When we die, our brains shut down. Our knowledge is gone. For some in senility that happens before we die. When we see someone whose brain is not functioning as it was before, are they the same person? What is the person? Where is the soul? Does the soul, does the good person enure beyond the realms of the brain having ceased function? When the brain does not function can we experience the soul?

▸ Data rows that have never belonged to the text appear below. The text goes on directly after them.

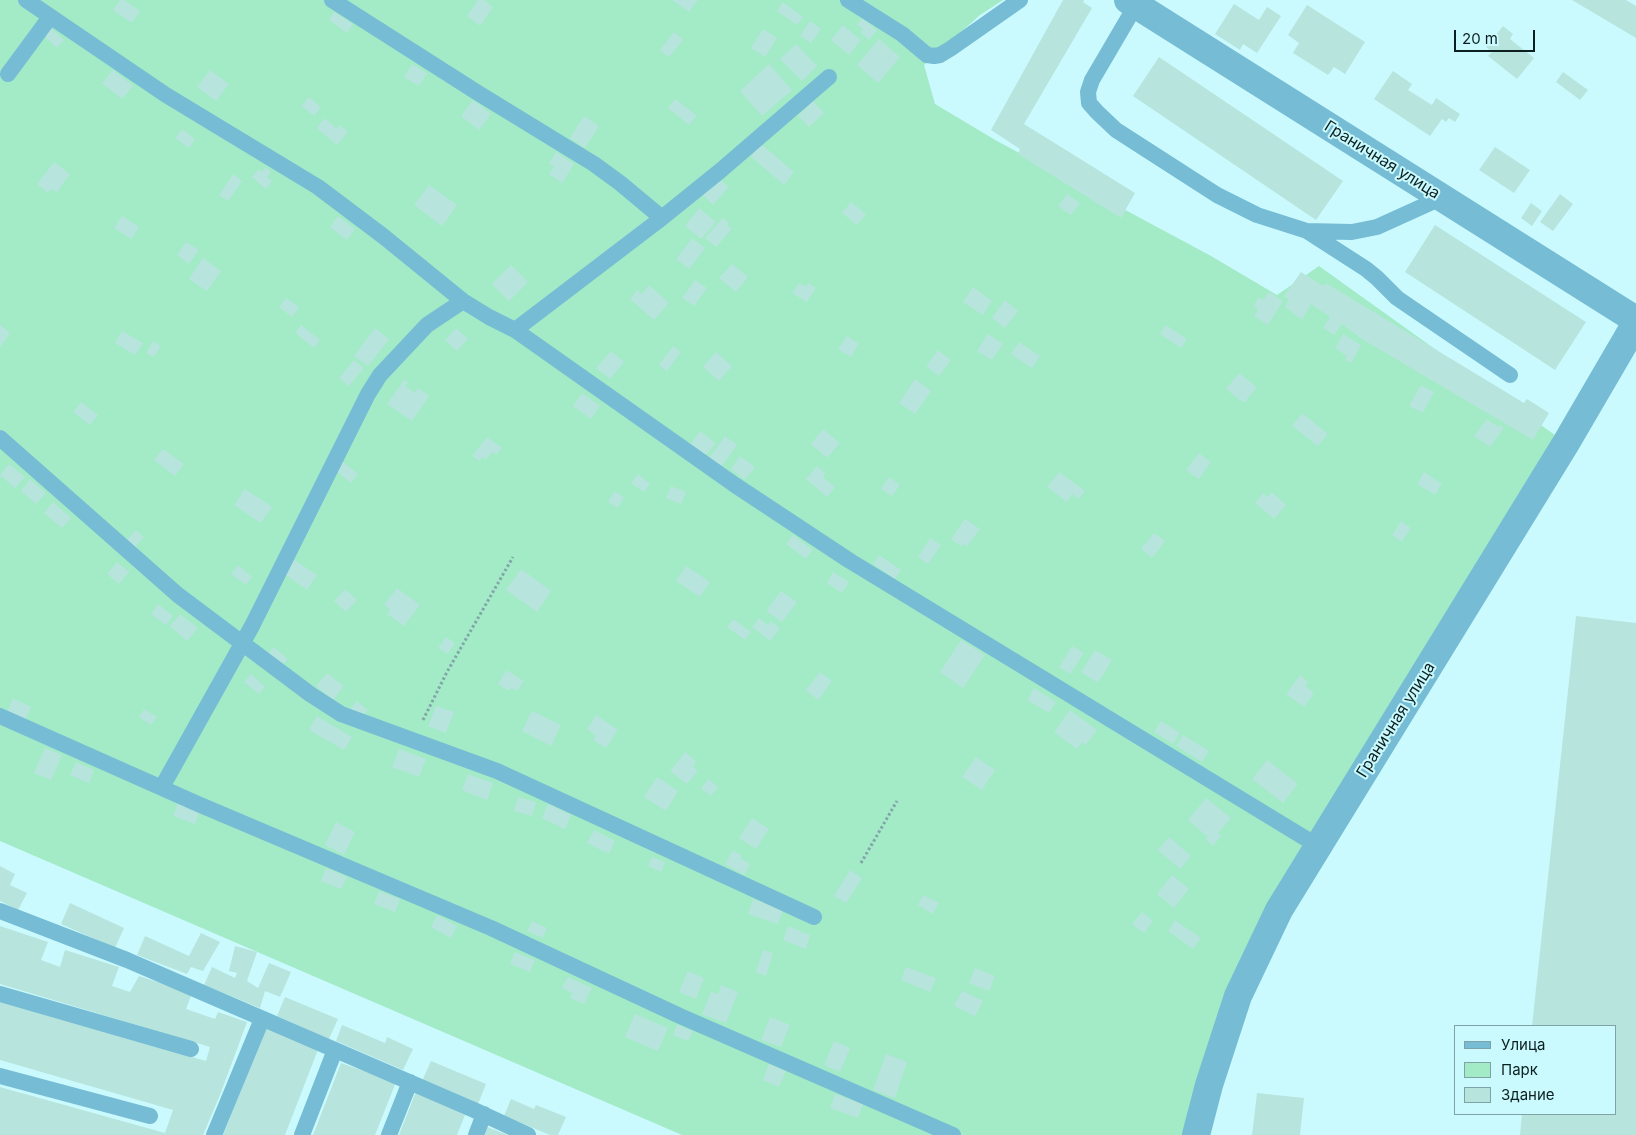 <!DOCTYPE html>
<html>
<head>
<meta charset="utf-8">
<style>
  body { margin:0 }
  #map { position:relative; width:1636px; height:1135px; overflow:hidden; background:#cafafe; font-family:Inter,sans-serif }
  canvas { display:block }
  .legend { position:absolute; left:1454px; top:1025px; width:162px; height:90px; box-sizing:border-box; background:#cafafe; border:1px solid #7ea3a6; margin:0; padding:6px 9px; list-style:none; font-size:15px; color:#0d2021 }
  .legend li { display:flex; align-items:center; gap:10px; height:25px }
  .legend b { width:25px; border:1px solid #7ea3a6 }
  .scale { position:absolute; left:1454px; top:30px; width:81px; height:22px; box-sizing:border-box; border:2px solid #0d2021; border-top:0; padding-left:6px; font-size:15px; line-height:18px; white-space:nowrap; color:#0d2021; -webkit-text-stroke:4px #cafafe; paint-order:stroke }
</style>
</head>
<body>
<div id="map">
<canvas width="1636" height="1135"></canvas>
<ul class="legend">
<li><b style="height:6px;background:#76bcd4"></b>Улица</li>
<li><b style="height:14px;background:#a3eac7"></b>Парк</li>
<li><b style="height:14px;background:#b7e5dd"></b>Здание</li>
</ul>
<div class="scale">20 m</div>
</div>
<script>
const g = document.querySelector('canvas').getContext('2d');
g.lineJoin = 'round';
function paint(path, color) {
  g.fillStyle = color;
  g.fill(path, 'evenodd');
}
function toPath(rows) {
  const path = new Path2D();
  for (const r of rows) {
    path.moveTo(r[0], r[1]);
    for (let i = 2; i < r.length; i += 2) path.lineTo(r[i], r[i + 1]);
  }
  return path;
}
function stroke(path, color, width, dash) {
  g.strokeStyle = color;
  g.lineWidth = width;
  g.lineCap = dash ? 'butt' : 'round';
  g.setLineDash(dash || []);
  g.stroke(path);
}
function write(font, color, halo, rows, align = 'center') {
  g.font = font + ' Inter,sans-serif';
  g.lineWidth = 4;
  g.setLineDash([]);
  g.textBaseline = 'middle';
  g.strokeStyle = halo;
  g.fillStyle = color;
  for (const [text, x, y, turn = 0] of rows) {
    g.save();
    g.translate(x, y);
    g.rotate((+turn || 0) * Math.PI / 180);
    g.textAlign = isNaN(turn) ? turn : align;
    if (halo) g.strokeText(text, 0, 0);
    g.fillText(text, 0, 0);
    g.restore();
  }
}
const green = toPath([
  [0,0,1003,0,980,15,924,65,935,104,997,141,1211,256,1277,295,1319,266,1566,443,1279,910,1196,1135,682,1135,0,841]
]);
const building = toPath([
  [120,0,124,0,140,11,132,23,113,10],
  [478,0,484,0,493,7,480,26,467,16],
  [672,0,698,0,689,12],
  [1063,0,1084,0,1083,2,1092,8,1024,124,1135,193,1121,218,1018,154,1020,149,991,130],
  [1572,0,1626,0,1636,6,1636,38],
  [783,2,803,17,797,25,777,11],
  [1234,4,1259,20,1267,7,1281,16,1257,53,1243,44,1240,50,1215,34],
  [1307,5,1365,42,1345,74,1334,67,1328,75,1293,53,1299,43,1288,35],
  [334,12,353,24,347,33,329,20],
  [862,18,877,30,869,40,860,32,863,29,857,25],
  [810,21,821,29,811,43,800,36],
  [843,25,861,40,849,55,831,40],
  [1503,26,1513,34,1510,39,1534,58,1517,79,1488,56,1492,52,1486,47],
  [50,27,64,40,57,48,43,35],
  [763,29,777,38,765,57,751,48],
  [674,32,683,40,669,57,660,50],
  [879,39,900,57,878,83,857,65],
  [796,44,817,66,802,81,780,59],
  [1159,57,1343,181,1316,220,1133,96],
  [412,64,427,73,419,86,404,77],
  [769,64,792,90,762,116,740,91],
  [113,70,133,86,122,99,102,83],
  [210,70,229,84,216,101,197,87],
  [1393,71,1412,84,1408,90,1432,105,1436,98,1460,114,1455,122,1449,118,1446,122,1442,119,1430,136,1374,99],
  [1563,72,1588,90,1580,100,1556,82],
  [309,97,321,107,314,116,301,106],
  [675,99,697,116,689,125,668,108],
  [473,100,491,114,479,130,461,116],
  [813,101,824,113,809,127,798,116],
  [584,116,599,126,585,148,570,138],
  [325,118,337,129,340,125,348,132,337,145,317,128],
  [182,129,195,139,189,148,175,138],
  [761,144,794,172,784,185,751,157],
  [1495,147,1530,170,1514,193,1479,170],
  [556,152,574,164,562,183,549,174,554,167,549,163],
  [54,162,70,174,57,192,51,189,48,193,37,184],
  [265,167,271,172,267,177,272,181,266,189,252,177,259,169,262,172],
  [233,174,242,181,228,201,219,195],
  [718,178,729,187,713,205,703,195],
  [429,185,457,205,442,226,414,205],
  [1067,194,1080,203,1071,215,1058,206],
  [1560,194,1573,204,1553,231,1540,222],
  [851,202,866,214,857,225,842,213],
  [1531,203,1542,211,1532,226,1521,218],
  [699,208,716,222,701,239,685,226],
  [122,216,139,227,131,239,114,228],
  [338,216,355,229,347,240,330,227],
  [723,218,729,223,727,225,732,229,716,247,705,238],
  [1435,225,1586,322,1555,370,1405,272],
  [692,238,705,248,689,269,676,259],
  [186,242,199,250,189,264,177,255],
  [203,258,221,271,207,291,189,279],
  [732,264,748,277,736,292,719,278],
  [511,265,528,282,509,301,492,284],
  [1301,272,1323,286,1326,283,1524,403,1527,399,1549,413,1533,440,1362,339,1342,324,1334,335,1323,328,1330,317,1311,304,1302,320,1285,307,1289,300,1284,296],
  [695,280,707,288,694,306,682,298],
  [799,283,806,287,808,283,816,288,807,302,792,293],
  [649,285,669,303,654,320,630,299,637,290,642,294],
  [973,287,992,301,983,315,963,302],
  [1269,292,1283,301,1268,325,1254,316,1258,309,1253,306,1259,297,1263,300],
  [286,298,299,307,292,317,279,307],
  [1005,300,1018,311,1005,328,992,318],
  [0,325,10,333,0,347],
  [301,325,320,340,314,348,295,333],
  [1166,325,1187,339,1181,348,1160,334],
  [375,328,389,339,368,366,354,356],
  [456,328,468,339,457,351,445,340],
  [122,331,143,343,135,355,115,343],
  [988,334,1003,344,992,360,977,351],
  [1343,334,1361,345,1351,363,1345,360,1347,356,1335,348],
  [847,336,859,344,851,357,838,349],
  [153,341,161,346,154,357,146,353],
  [1019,342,1040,356,1032,368,1011,354],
  [673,346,681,352,667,371,659,365],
  [938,350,951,360,939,376,926,366],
  [611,351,624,362,610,379,596,368],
  [716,352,732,366,719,381,703,367],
  [354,360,364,368,349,386,339,378],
  [1239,373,1257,387,1244,403,1226,389],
  [915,379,931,391,915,414,899,403],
  [404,380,408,382,405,386,415,393,418,388,429,396,412,421,387,404],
  [1421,385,1434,392,1423,413,1409,406],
  [582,393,600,406,591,419,573,406],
  [81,402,98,415,90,425,73,412],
  [1302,413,1328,434,1318,446,1292,426],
  [1487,419,1498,427,1499,425,1504,428,1490,447,1474,436],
  [823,429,840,443,827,458,811,444],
  [700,431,716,443,705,456,690,445],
  [725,436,737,445,721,467,709,458],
  [487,437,502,448,496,455,492,452,486,460,482,457,479,461,472,456],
  [163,449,184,464,175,476,154,460],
  [1199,453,1211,462,1199,479,1186,470],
  [740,456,755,467,745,480,731,469],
  [340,460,358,474,351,483,334,469],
  [9,464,25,477,15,488,0,475],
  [817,466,825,473,823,477,835,487,827,497,806,479],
  [1059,472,1085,491,1078,499,1072,494,1067,502,1047,487],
  [1424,472,1442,484,1435,495,1417,484],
  [638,474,650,484,644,492,631,483],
  [889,477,900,485,892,496,881,489],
  [30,479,46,493,36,504,21,491],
  [671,486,686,492,681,504,666,498],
  [245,489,272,507,261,523,234,505],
  [614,491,624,497,618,508,608,502],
  [1272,492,1286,505,1274,519,1255,503,1263,493,1268,497],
  [53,502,71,518,62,528,44,513],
  [965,519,980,529,967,546,964,544,962,547,951,539],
  [1401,521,1411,528,1402,542,1392,535],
  [136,530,144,537,134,548,126,541],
  [1154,533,1165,541,1152,558,1141,549],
  [793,535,813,550,806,559,786,544],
  [930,538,941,545,928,564,918,557],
  [879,555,901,570,895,579,873,564],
  [293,559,317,575,307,590,283,573],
  [117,562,129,572,119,584,107,574],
  [238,565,252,577,246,585,231,574],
  [686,566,710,582,700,597,676,581],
  [521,569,551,591,537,612,506,590],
  [833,572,849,582,842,593,827,583],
  [397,588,420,605,404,626,387,614,390,609,384,605],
  [345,589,357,600,346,612,334,601],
  [781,591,797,602,782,622,766,611],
  [158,604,173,616,166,625,151,614],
  [180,614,198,628,187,641,170,626],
  [1576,616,1636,623,1636,1135,1520,1135,1522,1114,1615,1114,1615,1026,1532,1026],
  [759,618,768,625,771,621,780,628,770,641,752,627],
  [733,619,751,632,745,640,727,627],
  [446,637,455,643,448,654,438,648],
  [961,640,985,655,963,688,940,672],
  [1072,646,1084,653,1070,674,1059,667],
  [274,647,288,659,281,667,267,655],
  [1095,650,1112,660,1098,683,1081,672],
  [506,670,524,681,517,691,511,688,509,691,498,684],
  [820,672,832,681,818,700,806,690],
  [327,673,344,686,333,700,316,686],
  [251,674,265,687,259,694,244,682],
  [1300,675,1308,682,1305,686,1314,693,1304,707,1286,694],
  [1034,688,1056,702,1049,713,1027,700],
  [13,698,31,707,25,720,7,712],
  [357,701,368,710,361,718,350,709],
  [436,706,454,712,446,733,428,726],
  [144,709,157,717,151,725,139,717],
  [1070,710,1097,730,1086,745,1082,742,1077,749,1054,732],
  [532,711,561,725,551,746,522,731],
  [596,715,618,730,606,748,593,740,596,736,587,729],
  [317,716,352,737,344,750,309,730],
  [1161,721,1180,733,1173,744,1154,732],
  [1183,735,1209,751,1202,762,1176,746],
  [45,748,62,755,51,780,34,773],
  [399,749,426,759,419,777,392,767],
  [685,752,696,761,693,766,698,771,687,784,670,771],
  [976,757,995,770,982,790,962,777],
  [1267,760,1298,784,1283,803,1252,779],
  [76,762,94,770,89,783,70,775],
  [468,774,493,783,487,800,462,790],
  [657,777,678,791,666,811,644,797],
  [708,779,718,787,711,796,701,788],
  [518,797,536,802,532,816,514,811],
  [1206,798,1231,818,1218,833,1221,836,1213,846,1206,839,1208,837,1188,820],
  [178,803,199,811,195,824,173,816],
  [548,804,571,815,565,829,542,818],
  [752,818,769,829,756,849,739,838],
  [336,822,355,832,344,855,325,845],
  [594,830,615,841,609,854,587,843],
  [1169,837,1191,856,1180,869,1158,850],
  [733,850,742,856,740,858,750,864,744,875,725,864],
  [652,857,665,862,661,872,648,866],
  [0,866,15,874,10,885,27,893,18,910,0,901],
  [326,868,347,877,341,889,321,881],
  [850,870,862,878,846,903,834,896],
  [1172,875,1189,889,1174,908,1157,894],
  [379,891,400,899,395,912,374,904],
  [923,895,939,903,933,914,918,905],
  [753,899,783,910,778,924,748,914],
  [70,903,124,928,115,948,61,924],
  [1142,912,1153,921,1144,933,1132,924],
  [437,915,457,926,451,938,431,927],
  [1175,920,1201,938,1193,949,1168,931],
  [532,921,547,928,543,938,527,931],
  [0,926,48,942,41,960,60,967,65,950,119,967,112,986,130,992,139,976,192,993,186,1009,215,1019,218,1012,247,1022,220,1095,203,1135,0,1135,0,1087,165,1133,173,1110,0,1060,0,1002,206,1061,210,1047,0,984],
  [788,926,810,935,806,949,783,940],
  [201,933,220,942,203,971,191,967,187,974,137,955,145,936,189,956],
  [235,946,257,952,247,981,258,988,269,963,291,972,280,997,265,991,260,1008,204,985,212,967,235,978,237,973,229,971],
  [763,950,773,953,766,976,756,972],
  [515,952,535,960,530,972,510,964],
  [906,967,936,978,930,992,901,980],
  [975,968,995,976,989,991,969,983],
  [688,971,704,978,696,999,679,992],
  [568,977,592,988,584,1004,570,998,572,993,562,988],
  [721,985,738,992,726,1023,702,1014,711,992,718,994],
  [962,991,983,1001,975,1016,954,1006],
  [285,997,338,1019,329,1039,277,1016],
  [635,1014,668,1028,658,1051,625,1037],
  [770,1017,790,1025,781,1047,761,1040],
  [267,1025,319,1047,285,1135,223,1135],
  [342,1025,385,1043,387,1037,413,1049,403,1070,336,1041],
  [677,1025,693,1031,688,1041,673,1035],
  [834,1041,850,1048,840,1072,824,1065],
  [886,1054,907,1062,895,1098,873,1090],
  [431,1061,486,1084,478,1104,422,1081],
  [341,1063,396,1082,375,1135,313,1135],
  [769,1064,786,1071,779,1087,763,1080],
  [417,1089,467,1110,457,1135,399,1135],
  [1257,1093,1304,1098,1300,1135,1252,1135],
  [835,1094,863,1104,858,1118,830,1108],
  [511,1099,534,1109,536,1105,566,1117,558,1135,550,1135,504,1116],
  [487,1127,508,1135,485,1135]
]);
const path = toPath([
  [423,720,447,672,513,557],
  [861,863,897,801]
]);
const service = toPath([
  [26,0,166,95,318,187,383,236,463,301,489,317,515,330,735,485,850,561,1318,846],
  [332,0,478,93,594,164,620,183,662,218],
  [848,0,902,34,927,55,934,56,940,55,950,49,1020,0],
  [1136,5,1092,80,1088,92,1089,103,1097,112,1116,130,1217,195,1257,215,1307,231,1352,232,1377,227,1441,198],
  [8,74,50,17],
  [1307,231,1366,269,1377,278,1397,298,1510,375],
  [515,330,658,221,720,171,829,77],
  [0,438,178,595,310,694,341,714,497,771,814,917],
  [0,716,198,804,491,928,680,1016,953,1135],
  [162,787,252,626,368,394,380,375,427,325,463,301],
  [0,911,127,960,474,1110,528,1135],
  [0,994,191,1049],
  [0,1076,150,1116],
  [214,1135,262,1019],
  [302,1135,335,1050],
  [389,1135,410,1082],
  [476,1135,484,1114]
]);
const minor = toPath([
  [1128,0,1636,320]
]);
const tertiary = toPath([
  [1196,1135,1209,1085,1238,996,1279,910,1566,443,1636,323]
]);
const streetNames = [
  ["Граничная улица",1382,160,32],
  ["Граничная улица",1396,720,-58]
];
paint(green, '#a3eac7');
paint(building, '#b7e5dd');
stroke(path, '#81a5a8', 3, [2.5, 2.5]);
stroke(service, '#76bcd4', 16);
stroke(minor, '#76bcd4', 28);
stroke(tertiary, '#76bcd4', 28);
write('16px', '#0d2021', '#cafafe', streetNames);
</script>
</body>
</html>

It's easy to see the brain as a biological computer in the mere mechanics of life. Yet is there something more? Perhaps thought is not limited merely to the brain - there are documented cases of people having been given heart transplants for instance from a musician and then, not having been interested in music before, take an interest and liking to music. In areas of telepathy we see something more, unless our thoughts can simply mechanically interact with matter and other brains. Is prayer a form of telepathy or merely brain training to envisioning something happening so that the neurons are opened up towards that result and open their paths towards it? In the phenonomae of ghosts or provable reincarnation when people recall demonstrable detail of past lives do we experience something more than the biological computer theory of the brain allows?

Best wishes

David P
#460
Hi!

I'm coming to find a lot of organists who proclaim themselves atheists. But the funny thing is that a good paid up member of the atheist party is often as good a member of any church as any who proclaim belief in God, in just the same way that Marxism and Nazism meet. Of course this is not comparing beleif in God or anti-belief to either of those man-made systems . . .

But the point is that atheists believing in the uniqueness of the wonder of evolution which has produced us often feel bound by a moral code representing respect for that uniqueness of chance which has resulted in us. Whether created by evolution from nature, or from God, the result is the same. Is God Nature?